This is exactly how we had to get on and off the plane.
As part of my recent trip back home to the UK with my son to see my family and go to IATEFL we obviously had to fly from Curitiba to London via Sao Paulo. I chose a night flight in the hope that Mr. T would sleep most of the way and I think it was, mostly, a wise choice.
On the way to the UK the plane left at midnight and my pride and joy was asleep not long after. He slept for 8 hours and then watched Toy Story so that I only had to keep him from crying at the sheer boredom for the last half an hour or so. On the way back to Brazil he was even better as he slept nearly all the way.
I like to think that this is down to my planning and preparing for any contingency, but it is probably more to do with the fact that he is now a seasoned traveller with this being his 3rd trip to the UK, as well as many flights within Brazil to see family and friends.
There were two things that more than slightly annoyed me and threatened on more than one occasion to wake my son up and thus guarantee an awful flight for anyone within earshot of his powerful crying.
Burning With the Light of a Thousand Suns
When was the last time you smoked on a plane? When did you last hear of anyone who thought they were allowed to smoke on a plane? In my case it is about 15 years ago, and since that time we are pretty much all aware that it is now illegal to smoke anywhere on a plane especially (or particularly, according to the cabin crew on TAM) in the toilets.
I therefore don’t understand why we have to have the no-smoking signs on planes anymore. We know we can’t do it, just as we know we can’t murder that obnoxious German in the row in front of me who insists on listening to some crap music all night long on his earphones at full blast.
But maybe we have to have these signs just in case somebody feels the need to light up at 10,000 feet. But do the signs have to burn with the brightness of a thousand suns making it impossible to sleep unless you have an industrial scale mask over your eyes? I think not. Every time my son turned over he saw the lights and threatened to wake up with a howl so I had to keep shading his eyes so that everybody else could get something resembling sleep.
No, not that type of brass monkey
Maybe my analogy of the lights burning as bright a quite a few suns is off, because if it were true then the cabin would be a few degrees warmer than it was on the trip to the UK. I don’t know about you, but I never have never felt the need to have the air conditioning on so high that I can see my breath when I breathe, never mind have icicles hanging off the end of my nose.
Perhaps TAM was just preparing us for the Baltic conditions that awaited us in the UK.

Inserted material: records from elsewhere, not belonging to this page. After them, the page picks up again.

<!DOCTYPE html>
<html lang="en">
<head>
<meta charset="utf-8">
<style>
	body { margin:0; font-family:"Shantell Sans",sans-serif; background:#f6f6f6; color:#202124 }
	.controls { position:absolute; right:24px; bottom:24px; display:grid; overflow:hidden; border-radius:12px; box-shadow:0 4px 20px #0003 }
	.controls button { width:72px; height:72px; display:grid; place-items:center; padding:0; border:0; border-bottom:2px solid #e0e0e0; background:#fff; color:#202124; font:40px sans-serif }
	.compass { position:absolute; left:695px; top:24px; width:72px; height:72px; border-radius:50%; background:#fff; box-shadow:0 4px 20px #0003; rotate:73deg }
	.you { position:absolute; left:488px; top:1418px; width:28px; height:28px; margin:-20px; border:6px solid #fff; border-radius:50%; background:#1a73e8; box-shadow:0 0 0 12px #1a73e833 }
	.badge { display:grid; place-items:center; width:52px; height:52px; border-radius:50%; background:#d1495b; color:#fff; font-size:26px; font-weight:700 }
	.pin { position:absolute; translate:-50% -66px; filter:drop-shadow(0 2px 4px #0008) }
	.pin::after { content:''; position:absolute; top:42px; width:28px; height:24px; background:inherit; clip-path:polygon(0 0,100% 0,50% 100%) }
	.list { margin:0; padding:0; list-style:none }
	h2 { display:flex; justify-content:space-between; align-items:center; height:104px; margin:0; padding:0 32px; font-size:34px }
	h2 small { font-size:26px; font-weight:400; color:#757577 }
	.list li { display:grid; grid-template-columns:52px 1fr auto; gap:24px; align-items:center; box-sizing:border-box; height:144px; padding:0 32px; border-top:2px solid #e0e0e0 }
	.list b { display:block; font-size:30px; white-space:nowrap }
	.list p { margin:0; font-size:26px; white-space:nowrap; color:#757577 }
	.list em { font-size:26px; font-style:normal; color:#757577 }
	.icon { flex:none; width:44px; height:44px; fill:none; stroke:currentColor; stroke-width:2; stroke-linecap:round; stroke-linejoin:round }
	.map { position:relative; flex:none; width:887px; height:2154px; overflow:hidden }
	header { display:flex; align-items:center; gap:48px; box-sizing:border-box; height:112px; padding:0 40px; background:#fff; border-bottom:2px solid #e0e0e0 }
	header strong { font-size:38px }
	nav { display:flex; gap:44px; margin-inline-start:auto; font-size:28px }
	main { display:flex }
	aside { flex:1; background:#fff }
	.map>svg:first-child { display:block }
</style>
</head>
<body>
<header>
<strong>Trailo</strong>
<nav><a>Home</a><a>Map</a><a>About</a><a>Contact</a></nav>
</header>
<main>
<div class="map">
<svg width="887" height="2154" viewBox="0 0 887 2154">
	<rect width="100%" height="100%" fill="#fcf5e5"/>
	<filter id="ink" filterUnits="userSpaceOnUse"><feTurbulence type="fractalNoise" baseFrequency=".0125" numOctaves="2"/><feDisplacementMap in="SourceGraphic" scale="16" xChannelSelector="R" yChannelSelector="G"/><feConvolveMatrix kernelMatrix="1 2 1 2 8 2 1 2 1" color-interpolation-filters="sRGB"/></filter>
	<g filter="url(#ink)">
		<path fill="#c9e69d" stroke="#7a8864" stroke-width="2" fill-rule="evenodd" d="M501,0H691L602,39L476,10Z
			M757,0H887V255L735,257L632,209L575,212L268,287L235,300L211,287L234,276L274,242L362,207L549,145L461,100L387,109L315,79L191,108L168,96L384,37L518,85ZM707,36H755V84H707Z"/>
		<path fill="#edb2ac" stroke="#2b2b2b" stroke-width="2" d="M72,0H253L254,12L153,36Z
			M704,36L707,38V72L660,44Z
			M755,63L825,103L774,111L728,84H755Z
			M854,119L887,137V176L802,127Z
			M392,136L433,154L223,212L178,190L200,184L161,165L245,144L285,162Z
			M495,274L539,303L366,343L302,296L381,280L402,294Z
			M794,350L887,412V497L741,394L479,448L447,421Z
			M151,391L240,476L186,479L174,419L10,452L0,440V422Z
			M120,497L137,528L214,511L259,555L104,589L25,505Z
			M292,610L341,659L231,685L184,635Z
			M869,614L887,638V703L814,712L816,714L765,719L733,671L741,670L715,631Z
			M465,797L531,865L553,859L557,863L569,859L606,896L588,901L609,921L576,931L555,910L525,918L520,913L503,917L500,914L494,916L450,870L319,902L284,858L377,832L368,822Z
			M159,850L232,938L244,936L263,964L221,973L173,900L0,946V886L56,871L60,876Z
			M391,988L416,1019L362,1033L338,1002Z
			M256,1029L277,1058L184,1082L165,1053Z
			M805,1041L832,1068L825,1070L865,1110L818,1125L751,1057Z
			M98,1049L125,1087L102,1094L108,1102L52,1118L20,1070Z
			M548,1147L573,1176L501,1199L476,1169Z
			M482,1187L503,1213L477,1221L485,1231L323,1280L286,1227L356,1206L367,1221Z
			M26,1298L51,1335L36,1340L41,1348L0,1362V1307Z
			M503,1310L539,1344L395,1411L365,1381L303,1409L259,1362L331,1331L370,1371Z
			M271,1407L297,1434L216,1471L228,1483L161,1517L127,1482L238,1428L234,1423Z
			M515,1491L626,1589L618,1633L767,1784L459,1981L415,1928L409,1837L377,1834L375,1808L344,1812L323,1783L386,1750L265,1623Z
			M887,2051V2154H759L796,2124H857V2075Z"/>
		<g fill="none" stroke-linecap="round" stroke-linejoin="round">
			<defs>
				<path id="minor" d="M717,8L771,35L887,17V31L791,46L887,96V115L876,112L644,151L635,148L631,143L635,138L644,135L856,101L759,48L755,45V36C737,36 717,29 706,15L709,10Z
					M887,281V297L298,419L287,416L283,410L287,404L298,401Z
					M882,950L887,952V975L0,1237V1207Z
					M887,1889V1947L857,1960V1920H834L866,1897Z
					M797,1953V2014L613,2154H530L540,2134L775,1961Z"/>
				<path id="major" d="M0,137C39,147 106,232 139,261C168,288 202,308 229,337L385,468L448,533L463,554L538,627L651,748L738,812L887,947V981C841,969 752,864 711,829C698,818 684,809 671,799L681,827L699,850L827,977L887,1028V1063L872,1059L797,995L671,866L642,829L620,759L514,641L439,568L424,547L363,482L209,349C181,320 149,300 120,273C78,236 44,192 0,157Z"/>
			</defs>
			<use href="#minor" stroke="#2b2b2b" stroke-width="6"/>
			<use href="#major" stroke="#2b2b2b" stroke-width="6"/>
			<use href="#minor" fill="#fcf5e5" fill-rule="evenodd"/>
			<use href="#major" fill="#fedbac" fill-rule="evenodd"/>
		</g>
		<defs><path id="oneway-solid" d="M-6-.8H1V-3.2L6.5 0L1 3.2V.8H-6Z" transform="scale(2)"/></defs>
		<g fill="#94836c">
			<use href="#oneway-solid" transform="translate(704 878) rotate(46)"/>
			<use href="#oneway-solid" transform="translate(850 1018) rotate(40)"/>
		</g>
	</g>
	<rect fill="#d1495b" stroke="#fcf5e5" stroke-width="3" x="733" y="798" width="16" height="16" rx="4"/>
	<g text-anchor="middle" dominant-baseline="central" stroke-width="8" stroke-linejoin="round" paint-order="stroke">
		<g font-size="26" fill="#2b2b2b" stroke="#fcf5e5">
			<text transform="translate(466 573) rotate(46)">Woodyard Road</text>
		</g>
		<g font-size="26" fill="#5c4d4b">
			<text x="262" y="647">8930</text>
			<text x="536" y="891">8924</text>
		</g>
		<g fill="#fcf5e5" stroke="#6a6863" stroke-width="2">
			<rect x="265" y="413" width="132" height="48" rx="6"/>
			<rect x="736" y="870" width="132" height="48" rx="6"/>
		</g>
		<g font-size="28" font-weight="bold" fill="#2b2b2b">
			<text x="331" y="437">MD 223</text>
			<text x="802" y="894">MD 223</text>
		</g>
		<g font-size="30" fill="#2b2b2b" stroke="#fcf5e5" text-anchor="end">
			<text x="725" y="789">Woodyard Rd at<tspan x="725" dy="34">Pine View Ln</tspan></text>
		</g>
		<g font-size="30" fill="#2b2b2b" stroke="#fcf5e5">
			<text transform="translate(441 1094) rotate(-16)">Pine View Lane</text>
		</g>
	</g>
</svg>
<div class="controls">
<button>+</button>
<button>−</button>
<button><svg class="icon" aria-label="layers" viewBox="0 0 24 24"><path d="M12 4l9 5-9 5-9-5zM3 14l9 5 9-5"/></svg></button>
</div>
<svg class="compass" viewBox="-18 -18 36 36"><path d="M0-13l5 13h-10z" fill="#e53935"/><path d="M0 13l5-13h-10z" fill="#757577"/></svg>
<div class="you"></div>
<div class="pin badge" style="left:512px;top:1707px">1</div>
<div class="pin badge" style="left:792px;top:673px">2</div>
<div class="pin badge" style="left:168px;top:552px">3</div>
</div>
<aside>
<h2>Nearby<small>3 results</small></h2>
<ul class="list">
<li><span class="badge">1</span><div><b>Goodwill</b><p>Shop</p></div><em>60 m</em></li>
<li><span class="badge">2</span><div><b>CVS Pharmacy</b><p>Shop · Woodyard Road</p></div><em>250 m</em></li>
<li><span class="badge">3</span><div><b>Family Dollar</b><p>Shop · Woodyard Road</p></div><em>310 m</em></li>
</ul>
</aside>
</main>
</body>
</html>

Fortunately, I knew about this from previous flights with TAM, so I made sure that both my son and I had plenty of clothes at the ready because those flimsy blankets they give out just don’t do the job.
Dinner at 2?
As I mentioned, the flight to the UK took off at midnight. By that time I was exhausted and just wanted to follow my son into a deep sleep, or as deep as it can be while sitting at a 95° angle. The lights were all off (apart from the thousand suns up and down the cabin) and silence reigned, only punctuated by the odd snore and terrible Euro Disco from the row in front.
And then, at about 2am, all the lights were switched on again and the cabin crew started trundling down the aisles serving dinner. At 2am in the morning! The smell alone was enough to make my stomach turn over. Who in their right mind wants to have dinner at 2 in the morning? There were a few people not in their right minds, but nearly everybody near me just looked fairly put upon as they turned their noses up at the rubbery chicken in a mild and bland curry sauce.